The one mechanism in the sitemaps protocol designed for scale — and almost nobody uses it.

A multi-tenant SaaS has an SEO problem Google's tutorials never mention: every tenant is a new subdomain, and Google doesn't know.

The default workflow you find in Search Console is: go in, click "Add a new sitemap," paste the URL, hit Submit. Works for one site. Works poorly for five. Past that, every new user signup becomes manual friction — somebody has to remember to submit their sitemap, each time, so Google indexes it this week instead of next.
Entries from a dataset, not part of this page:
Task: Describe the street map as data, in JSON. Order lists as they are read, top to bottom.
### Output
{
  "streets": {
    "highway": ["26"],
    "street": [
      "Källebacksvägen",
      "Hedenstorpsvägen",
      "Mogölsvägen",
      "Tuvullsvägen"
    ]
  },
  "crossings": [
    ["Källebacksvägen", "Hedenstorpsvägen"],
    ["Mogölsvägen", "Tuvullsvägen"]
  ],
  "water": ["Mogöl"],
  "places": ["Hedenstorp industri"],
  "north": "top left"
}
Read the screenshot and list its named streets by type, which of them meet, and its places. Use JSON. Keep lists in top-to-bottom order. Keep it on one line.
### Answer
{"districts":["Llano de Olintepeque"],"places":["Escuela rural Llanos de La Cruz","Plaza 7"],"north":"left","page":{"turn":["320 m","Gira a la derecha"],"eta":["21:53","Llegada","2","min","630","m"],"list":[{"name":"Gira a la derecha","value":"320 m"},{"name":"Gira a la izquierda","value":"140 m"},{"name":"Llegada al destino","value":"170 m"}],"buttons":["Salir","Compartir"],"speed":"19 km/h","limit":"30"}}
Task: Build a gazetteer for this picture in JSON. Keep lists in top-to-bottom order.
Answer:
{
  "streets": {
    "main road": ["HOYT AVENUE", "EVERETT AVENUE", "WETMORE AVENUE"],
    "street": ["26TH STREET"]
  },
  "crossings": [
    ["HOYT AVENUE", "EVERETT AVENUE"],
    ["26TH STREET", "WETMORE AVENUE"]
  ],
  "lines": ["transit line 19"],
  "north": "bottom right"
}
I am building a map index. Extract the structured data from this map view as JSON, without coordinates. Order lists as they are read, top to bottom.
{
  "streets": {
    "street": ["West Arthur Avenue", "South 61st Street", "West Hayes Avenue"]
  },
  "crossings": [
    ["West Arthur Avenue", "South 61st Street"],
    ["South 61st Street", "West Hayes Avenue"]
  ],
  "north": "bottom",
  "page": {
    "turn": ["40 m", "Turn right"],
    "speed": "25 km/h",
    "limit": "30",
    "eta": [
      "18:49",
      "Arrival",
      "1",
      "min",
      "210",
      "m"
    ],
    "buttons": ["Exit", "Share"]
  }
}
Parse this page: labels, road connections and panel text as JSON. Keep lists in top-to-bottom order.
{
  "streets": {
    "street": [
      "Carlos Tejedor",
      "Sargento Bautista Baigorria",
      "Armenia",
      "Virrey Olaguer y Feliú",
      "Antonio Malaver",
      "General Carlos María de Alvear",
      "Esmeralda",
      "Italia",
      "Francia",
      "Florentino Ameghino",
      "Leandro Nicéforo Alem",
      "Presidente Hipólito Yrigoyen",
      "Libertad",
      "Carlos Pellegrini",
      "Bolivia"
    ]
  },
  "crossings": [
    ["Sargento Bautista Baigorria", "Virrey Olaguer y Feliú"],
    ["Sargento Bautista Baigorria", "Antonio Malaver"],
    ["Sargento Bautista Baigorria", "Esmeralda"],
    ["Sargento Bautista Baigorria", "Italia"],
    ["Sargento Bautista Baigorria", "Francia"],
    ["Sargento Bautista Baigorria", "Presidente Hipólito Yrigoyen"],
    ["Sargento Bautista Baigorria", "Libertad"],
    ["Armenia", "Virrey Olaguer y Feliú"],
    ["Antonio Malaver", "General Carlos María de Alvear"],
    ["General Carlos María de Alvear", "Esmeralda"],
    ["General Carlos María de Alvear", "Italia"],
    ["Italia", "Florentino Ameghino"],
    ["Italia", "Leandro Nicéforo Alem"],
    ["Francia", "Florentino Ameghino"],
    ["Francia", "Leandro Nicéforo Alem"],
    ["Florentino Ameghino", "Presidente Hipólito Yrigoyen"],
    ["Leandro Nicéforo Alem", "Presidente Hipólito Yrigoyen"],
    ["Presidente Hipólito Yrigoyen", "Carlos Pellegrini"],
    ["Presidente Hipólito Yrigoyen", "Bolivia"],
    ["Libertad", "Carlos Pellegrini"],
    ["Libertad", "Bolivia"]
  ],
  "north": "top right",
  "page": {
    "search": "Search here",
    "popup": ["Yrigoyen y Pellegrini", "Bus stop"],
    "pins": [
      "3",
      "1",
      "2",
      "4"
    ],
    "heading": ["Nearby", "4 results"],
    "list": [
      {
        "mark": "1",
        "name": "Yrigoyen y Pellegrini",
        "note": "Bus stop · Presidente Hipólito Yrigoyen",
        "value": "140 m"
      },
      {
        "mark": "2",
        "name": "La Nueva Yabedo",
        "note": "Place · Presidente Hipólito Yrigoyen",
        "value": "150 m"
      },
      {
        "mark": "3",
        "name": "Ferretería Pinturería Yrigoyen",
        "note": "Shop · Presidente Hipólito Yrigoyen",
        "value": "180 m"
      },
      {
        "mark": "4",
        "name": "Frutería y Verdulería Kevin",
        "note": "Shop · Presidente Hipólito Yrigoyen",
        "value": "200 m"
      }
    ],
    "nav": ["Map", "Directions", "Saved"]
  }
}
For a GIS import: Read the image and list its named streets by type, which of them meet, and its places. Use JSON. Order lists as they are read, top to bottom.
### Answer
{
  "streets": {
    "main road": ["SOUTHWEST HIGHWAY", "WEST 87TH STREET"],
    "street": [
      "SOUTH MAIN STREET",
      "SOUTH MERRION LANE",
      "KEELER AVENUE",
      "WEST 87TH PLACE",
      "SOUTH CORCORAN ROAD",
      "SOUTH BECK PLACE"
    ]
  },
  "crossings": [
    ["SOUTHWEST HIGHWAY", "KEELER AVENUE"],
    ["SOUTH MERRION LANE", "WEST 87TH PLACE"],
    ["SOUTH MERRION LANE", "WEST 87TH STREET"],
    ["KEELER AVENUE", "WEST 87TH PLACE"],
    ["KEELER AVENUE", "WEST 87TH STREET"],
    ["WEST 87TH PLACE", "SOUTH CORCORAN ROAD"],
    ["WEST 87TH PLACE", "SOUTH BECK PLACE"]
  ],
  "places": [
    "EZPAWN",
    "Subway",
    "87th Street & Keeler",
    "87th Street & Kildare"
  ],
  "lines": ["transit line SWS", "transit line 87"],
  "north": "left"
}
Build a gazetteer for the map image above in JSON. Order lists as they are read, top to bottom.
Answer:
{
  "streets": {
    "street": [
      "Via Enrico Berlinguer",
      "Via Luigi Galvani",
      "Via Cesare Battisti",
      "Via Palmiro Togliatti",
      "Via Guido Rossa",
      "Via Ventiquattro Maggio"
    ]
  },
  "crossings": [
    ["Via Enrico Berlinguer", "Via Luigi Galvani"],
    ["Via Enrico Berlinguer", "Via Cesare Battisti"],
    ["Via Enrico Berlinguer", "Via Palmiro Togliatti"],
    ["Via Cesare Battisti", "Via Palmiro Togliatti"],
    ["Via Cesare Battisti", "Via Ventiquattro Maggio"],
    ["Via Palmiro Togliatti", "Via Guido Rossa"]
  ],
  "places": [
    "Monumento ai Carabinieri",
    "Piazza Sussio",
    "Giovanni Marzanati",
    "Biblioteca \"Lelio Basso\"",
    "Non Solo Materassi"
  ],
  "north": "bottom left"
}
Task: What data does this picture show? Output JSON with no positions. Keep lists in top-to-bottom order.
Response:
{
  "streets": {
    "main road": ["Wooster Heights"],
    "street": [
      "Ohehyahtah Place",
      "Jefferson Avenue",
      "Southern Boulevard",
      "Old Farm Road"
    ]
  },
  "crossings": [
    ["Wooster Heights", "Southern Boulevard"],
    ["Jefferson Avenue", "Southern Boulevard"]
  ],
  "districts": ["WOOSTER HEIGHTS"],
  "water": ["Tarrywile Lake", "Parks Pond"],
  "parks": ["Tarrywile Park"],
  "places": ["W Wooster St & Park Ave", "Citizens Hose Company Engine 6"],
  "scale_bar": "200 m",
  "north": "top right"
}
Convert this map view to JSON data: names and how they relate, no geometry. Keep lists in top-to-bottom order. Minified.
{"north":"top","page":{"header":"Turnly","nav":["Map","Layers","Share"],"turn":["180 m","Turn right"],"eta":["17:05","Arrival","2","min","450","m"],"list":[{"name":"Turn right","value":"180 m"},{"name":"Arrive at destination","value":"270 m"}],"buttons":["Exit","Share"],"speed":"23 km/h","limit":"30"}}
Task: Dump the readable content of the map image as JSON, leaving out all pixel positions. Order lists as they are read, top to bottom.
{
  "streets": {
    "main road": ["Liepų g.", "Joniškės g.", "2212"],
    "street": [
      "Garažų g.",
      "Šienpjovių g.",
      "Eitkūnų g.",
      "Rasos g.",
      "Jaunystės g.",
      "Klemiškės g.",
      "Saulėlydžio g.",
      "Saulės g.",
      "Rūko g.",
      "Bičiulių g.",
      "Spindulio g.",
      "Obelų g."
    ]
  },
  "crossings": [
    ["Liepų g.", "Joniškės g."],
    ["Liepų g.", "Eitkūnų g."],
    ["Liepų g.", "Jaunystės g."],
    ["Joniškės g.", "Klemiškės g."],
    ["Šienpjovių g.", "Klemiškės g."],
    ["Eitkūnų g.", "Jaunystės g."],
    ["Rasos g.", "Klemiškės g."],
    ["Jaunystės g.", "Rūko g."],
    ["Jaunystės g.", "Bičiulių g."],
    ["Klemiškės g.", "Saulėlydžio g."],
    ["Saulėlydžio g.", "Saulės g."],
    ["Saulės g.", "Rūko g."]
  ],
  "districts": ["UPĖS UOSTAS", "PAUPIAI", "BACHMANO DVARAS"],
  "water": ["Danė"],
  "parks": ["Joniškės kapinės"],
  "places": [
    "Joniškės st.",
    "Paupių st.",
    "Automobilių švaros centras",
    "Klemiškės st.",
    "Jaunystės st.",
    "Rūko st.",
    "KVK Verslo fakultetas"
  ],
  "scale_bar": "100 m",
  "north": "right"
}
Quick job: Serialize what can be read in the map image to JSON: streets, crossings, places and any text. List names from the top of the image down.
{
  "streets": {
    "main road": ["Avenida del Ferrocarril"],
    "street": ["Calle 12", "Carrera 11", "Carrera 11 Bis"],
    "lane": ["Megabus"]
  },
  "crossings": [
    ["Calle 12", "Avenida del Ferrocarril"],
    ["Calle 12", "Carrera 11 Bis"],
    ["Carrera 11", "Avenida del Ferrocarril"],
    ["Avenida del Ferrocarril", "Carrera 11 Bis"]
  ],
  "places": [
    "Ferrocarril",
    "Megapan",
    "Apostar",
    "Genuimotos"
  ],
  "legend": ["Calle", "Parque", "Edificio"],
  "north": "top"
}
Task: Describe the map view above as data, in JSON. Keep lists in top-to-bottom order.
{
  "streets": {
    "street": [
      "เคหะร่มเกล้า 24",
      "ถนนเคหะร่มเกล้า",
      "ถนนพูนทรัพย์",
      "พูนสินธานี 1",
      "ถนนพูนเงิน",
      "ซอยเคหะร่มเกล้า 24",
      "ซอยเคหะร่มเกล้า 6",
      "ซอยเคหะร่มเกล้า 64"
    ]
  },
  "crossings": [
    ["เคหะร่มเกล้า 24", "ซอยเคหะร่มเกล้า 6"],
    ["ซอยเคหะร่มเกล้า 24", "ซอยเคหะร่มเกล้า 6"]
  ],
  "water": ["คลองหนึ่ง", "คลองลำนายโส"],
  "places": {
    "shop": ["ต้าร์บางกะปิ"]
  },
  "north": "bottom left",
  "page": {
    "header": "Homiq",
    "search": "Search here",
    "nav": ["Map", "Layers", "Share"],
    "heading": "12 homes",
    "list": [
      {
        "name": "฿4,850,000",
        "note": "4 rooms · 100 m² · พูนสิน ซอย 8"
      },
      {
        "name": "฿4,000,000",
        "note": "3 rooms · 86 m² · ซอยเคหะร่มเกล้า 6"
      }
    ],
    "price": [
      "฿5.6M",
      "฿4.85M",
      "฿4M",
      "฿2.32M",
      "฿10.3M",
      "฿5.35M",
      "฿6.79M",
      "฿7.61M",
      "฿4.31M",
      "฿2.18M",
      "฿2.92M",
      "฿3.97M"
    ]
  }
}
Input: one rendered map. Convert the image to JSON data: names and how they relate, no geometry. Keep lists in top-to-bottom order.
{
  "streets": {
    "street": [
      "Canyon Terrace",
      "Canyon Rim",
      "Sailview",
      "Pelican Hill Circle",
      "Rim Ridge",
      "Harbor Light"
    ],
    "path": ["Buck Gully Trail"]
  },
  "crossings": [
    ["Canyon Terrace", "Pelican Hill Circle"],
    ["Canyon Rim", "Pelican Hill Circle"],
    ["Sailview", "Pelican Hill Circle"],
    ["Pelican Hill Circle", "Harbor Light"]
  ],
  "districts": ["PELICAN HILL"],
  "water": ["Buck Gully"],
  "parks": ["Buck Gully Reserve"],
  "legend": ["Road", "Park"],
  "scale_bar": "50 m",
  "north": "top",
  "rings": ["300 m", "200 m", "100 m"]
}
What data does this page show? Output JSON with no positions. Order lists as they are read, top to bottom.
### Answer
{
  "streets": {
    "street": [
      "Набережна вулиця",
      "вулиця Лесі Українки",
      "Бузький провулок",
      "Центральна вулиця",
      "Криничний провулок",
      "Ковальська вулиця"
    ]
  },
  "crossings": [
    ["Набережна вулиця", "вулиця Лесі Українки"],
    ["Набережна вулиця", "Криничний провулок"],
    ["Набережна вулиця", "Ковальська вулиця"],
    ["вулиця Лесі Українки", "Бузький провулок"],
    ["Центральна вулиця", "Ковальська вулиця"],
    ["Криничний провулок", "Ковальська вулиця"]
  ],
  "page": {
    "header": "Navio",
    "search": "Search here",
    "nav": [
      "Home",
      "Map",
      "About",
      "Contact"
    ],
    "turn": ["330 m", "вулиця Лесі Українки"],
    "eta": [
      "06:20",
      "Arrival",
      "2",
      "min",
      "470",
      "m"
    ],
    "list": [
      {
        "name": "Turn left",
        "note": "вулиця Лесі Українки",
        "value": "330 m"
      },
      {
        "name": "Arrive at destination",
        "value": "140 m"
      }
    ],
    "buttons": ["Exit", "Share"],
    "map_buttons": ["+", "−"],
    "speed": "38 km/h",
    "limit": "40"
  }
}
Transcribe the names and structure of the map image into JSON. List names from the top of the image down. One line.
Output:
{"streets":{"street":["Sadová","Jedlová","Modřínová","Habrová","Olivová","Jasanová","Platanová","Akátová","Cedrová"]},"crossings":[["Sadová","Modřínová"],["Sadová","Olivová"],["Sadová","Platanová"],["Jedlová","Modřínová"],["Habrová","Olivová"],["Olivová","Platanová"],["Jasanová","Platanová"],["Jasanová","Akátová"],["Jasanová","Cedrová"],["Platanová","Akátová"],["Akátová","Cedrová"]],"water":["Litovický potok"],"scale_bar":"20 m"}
If your business model depends on volume (a free blog, an open-source editor, a landing-page builder), this process isn't just annoying — it's a growth bottleneck. Every step between "user creates their site" and "site shows up in Google" kills conversions. And nobody has time to submit each tenant by hand.

The good news: there's an official sitemaps mechanism built exactly for this. It's called sitemap index. The bad news: it's so poorly documented that most SaaS end up building fragile alternatives (cron scripts, onboarding hacks) when a clean, direct solution exists.

This is what we did at Agentikas.

The real problem: Google doesn't auto-discover subdomains

The belief that "Google finds everything on its own" is partly wrong. Google discovers URLs through a few paths:

  1. External links — some site points at your subdomain. May never happen for a new tenant.
  2. Internal links from already-indexed pages — if your main domain links to maria.your-saas.com, Google follows and crawls. But only when it revisits your domain, and only for explicitly linked subdomains.
  3. Search Console submissions — manual, covers only what you give it.
  4. Sitemap: directive in the subdomain's robots.txt — Google reads it, but only once it already knows the subdomain (chicken-and-egg).

None of these scale. The closest to "automatic" is option (2), but it requires every tenant to be linked from an indexed page. In practice, SaaS list tenants on "explore other blogs" or "discover" pages that feature a subset (featured, recent), not the full catalog. Unlisted tenants stay invisible.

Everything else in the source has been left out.